Please return all of the entries below exactly as they are written.

#### DATASET RECORDS

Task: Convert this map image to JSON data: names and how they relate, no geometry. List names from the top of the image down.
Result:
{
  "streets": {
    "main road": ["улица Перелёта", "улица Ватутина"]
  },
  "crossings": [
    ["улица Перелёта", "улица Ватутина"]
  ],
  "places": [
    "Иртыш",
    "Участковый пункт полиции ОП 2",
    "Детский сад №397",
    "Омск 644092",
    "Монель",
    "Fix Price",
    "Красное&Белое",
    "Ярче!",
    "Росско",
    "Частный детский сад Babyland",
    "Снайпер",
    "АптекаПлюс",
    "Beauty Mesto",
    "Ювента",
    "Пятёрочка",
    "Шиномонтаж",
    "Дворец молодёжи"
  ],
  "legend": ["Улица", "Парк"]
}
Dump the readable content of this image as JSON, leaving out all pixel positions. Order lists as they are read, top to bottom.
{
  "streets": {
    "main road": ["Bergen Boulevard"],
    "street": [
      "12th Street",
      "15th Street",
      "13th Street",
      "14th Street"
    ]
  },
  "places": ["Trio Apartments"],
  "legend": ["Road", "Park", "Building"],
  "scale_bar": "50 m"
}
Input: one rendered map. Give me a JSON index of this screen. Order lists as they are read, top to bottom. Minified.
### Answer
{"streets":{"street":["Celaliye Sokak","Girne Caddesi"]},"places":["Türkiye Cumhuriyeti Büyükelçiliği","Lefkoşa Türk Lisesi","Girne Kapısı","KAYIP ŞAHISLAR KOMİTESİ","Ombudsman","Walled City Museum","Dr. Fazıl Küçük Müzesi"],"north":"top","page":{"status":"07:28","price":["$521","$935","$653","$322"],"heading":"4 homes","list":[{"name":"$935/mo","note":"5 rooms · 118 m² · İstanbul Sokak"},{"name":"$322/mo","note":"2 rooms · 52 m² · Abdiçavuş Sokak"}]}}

########

EXPECTED ANSWER -
Task: Convert this map image to JSON data: names and how they relate, no geometry. List names from the top of the image down.
Result:
{
  "streets": {
    "main road": ["улица Перелёта", "улица Ватутина"]
  },
  "crossings": [
    ["улица Перелёта", "улица Ватутина"]
  ],
  "places": [
    "Иртыш",
    "Участковый пункт полиции ОП 2",
    "Детский сад №397",
    "Омск 644092",
    "Монель",
    "Fix Price",
    "Красное&Белое",
    "Ярче!",
    "Росско",
    "Частный детский сад Babyland",
    "Снайпер",
    "АптекаПлюс",
    "Beauty Mesto",
    "Ювента",
    "Пятёрочка",
    "Шиномонтаж",
    "Дворец молодёжи"
  ],
  "legend": ["Улица", "Парк"]
}
Dump the readable content of this image as JSON, leaving out all pixel positions. Order lists as they are read, top to bottom.
{
  "streets": {
    "main road": ["Bergen Boulevard"],
    "street": [
      "12th Street",
      "15th Street",
      "13th Street",
      "14th Street"
    ]
  },
  "places": ["Trio Apartments"],
  "legend": ["Road", "Park", "Building"],
  "scale_bar": "50 m"
}
Input: one rendered map. Give me a JSON index of this screen. Order lists as they are read, top to bottom. Minified.
### Answer
{"streets":{"street":["Celaliye Sokak","Girne Caddesi"]},"places":["Türkiye Cumhuriyeti Büyükelçiliği","Lefkoşa Türk Lisesi","Girne Kapısı","KAYIP ŞAHISLAR KOMİTESİ","Ombudsman","Walled City Museum","Dr. Fazıl Küçük Müzesi"],"north":"top","page":{"status":"07:28","price":["$521","$935","$653","$322"],"heading":"4 homes","list":[{"name":"$935/mo","note":"5 rooms · 118 m² · İstanbul Sokak"},{"name":"$322/mo","note":"2 rooms · 52 m² · Abdiçavuş Sokak"}]}}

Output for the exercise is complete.